**AIM OF THE EXERCISE**
Among the lines below, tally those holding the string "nowrap" and give the total only.

SUPPLIED DATA: Begin

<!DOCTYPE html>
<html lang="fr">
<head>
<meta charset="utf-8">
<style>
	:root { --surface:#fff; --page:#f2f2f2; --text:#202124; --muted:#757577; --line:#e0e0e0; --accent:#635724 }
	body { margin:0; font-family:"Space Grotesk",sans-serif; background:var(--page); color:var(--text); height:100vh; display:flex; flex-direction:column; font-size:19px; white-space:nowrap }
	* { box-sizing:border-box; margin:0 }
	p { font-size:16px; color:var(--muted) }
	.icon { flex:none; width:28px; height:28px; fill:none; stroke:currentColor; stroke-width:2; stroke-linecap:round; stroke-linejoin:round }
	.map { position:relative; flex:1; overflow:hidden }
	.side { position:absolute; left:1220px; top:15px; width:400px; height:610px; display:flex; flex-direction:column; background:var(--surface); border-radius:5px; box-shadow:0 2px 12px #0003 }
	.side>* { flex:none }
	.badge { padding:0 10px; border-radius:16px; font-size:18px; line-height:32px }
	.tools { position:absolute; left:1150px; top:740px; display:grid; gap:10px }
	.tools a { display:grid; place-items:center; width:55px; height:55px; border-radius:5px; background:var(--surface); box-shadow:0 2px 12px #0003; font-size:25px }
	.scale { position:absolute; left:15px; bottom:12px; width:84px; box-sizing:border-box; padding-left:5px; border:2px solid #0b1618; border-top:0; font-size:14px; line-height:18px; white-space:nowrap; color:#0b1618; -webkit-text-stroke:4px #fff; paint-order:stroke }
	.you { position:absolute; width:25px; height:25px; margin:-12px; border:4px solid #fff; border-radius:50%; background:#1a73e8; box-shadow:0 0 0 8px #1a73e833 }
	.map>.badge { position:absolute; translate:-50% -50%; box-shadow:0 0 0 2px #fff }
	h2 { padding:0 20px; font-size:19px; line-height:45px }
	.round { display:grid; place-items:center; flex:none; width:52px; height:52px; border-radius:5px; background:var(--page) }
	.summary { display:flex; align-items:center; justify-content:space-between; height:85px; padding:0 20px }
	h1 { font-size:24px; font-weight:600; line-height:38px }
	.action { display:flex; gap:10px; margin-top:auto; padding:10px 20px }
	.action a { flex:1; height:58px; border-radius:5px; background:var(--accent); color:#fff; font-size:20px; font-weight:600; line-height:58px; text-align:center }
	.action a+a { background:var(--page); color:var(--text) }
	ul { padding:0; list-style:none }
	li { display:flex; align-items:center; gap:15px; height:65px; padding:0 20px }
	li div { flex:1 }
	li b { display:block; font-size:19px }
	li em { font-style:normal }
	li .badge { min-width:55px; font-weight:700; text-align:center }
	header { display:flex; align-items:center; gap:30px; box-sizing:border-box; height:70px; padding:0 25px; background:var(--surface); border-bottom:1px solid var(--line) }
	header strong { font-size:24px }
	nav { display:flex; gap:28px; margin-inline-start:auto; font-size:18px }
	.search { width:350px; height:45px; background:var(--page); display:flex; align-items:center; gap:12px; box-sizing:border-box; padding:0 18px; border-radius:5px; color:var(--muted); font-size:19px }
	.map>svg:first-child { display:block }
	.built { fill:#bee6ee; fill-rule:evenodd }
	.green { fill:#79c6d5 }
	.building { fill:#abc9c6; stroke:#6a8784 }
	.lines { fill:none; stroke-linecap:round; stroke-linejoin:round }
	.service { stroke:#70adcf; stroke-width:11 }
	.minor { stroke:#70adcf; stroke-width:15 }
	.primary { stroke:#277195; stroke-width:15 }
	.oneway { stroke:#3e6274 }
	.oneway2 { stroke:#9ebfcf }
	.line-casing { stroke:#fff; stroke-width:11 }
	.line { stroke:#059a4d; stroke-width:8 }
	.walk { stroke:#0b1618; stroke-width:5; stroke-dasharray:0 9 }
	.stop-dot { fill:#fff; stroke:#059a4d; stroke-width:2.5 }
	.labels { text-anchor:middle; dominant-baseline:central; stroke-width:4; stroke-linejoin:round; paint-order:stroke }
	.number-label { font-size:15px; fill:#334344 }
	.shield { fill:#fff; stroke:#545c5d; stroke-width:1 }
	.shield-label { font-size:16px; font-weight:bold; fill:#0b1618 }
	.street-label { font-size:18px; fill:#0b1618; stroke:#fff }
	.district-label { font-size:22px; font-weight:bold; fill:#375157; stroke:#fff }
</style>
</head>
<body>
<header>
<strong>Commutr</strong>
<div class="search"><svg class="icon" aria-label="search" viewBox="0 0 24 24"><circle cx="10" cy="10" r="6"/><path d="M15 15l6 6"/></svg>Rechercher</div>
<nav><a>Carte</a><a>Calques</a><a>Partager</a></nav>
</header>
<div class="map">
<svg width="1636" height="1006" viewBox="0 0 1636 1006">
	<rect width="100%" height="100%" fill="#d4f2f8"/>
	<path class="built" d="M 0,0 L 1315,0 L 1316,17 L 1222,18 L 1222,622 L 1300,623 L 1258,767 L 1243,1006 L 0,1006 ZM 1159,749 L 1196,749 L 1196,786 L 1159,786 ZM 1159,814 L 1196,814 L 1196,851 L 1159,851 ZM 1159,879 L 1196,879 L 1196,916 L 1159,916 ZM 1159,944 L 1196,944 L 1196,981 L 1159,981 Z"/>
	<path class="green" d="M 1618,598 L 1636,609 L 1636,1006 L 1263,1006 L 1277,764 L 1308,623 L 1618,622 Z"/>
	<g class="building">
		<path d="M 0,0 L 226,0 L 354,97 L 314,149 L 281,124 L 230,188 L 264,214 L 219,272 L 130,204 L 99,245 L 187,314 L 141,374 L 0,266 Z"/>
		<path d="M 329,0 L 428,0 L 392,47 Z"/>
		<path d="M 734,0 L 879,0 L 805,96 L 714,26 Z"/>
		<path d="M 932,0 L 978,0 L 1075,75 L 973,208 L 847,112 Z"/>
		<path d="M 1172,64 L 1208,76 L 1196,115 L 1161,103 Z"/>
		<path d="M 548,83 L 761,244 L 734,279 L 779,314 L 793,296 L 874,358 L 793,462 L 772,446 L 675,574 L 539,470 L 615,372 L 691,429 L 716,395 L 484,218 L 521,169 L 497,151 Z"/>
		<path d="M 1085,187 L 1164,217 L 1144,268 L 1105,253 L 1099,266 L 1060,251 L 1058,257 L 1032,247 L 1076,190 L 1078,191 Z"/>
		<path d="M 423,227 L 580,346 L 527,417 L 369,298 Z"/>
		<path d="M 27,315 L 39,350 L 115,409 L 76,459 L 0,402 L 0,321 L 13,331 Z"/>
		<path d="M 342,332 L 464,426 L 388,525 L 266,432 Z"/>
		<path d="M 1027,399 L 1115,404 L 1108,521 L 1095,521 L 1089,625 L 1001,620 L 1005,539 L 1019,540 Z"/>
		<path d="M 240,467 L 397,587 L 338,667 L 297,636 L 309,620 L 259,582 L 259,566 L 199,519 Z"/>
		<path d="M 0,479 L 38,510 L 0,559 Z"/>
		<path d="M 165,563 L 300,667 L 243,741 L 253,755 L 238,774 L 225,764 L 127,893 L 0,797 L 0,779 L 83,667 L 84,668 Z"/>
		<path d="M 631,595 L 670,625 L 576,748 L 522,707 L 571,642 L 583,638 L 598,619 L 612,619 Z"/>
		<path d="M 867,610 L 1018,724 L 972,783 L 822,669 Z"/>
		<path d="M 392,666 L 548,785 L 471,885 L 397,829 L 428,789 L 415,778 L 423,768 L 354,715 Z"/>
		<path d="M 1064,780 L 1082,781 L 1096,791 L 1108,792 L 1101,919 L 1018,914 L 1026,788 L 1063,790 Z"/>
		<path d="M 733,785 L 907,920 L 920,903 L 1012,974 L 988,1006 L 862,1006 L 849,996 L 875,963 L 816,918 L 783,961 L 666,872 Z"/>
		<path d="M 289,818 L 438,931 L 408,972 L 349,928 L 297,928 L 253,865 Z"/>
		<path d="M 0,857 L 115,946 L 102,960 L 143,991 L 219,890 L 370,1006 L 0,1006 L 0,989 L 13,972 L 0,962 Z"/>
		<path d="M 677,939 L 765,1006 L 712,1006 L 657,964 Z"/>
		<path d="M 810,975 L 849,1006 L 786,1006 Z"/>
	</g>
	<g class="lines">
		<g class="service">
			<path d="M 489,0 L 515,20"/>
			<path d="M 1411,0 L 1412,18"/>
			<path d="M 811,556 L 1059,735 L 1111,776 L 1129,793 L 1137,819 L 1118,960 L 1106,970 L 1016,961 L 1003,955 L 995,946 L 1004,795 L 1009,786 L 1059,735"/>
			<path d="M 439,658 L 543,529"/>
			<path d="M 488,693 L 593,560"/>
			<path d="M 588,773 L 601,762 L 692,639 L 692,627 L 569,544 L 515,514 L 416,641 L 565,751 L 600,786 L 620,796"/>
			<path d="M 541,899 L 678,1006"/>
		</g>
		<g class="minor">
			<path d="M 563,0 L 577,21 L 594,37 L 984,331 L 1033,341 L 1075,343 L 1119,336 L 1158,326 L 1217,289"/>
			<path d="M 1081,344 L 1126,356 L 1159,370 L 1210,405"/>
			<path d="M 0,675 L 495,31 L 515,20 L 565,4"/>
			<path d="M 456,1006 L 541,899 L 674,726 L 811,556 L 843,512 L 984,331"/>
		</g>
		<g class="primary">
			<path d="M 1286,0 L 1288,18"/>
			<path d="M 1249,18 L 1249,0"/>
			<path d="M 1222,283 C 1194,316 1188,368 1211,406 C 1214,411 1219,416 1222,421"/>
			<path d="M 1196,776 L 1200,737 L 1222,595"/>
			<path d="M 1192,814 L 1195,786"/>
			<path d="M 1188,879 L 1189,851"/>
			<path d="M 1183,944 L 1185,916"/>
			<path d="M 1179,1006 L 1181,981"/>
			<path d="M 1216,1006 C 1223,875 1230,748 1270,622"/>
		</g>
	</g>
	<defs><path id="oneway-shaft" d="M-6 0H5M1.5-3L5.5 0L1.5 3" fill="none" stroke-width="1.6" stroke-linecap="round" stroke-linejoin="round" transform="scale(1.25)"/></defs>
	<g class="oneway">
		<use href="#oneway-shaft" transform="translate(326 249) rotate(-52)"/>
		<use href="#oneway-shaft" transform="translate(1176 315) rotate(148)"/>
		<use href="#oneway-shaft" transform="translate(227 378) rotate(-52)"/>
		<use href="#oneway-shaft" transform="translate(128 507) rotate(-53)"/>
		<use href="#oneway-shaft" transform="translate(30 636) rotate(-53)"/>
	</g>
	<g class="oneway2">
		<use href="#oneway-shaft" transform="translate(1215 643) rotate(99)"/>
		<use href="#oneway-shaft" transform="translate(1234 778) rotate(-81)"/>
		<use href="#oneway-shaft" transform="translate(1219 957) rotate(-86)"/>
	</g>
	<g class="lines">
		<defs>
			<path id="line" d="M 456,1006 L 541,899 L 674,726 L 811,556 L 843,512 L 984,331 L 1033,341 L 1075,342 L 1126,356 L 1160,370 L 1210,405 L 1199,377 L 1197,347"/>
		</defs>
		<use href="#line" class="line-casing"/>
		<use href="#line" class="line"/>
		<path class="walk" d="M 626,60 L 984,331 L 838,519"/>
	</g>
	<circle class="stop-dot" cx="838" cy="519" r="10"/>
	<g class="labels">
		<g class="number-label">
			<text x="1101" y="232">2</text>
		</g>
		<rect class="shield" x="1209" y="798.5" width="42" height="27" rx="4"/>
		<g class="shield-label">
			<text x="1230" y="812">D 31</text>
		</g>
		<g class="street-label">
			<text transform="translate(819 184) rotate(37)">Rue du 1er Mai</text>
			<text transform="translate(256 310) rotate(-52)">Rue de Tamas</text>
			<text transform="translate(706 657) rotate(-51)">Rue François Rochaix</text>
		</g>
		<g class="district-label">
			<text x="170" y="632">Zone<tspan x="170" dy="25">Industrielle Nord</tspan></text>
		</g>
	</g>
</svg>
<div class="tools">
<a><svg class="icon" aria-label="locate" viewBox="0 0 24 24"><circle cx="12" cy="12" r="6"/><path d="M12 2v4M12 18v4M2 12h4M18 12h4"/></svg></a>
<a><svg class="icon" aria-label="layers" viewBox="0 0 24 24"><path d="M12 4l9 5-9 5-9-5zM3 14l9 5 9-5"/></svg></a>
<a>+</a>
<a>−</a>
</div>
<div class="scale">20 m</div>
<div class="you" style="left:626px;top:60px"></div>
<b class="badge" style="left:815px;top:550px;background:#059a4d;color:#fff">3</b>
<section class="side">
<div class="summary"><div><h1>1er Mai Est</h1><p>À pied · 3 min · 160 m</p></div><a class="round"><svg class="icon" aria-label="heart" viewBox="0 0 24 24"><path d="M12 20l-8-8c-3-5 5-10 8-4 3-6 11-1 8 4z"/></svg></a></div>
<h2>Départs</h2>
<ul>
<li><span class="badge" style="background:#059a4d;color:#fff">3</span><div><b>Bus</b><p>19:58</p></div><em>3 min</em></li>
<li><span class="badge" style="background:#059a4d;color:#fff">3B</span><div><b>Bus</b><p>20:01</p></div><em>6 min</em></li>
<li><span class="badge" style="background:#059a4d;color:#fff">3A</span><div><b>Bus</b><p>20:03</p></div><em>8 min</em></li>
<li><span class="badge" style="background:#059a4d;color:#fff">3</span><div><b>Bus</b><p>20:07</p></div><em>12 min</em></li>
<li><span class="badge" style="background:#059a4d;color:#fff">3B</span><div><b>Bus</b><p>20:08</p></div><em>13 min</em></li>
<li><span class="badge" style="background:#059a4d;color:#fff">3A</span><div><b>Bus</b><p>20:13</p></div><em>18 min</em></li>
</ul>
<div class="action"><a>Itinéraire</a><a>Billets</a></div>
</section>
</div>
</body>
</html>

SUPPLIED DATA: End

**COMPLETED TASK**
2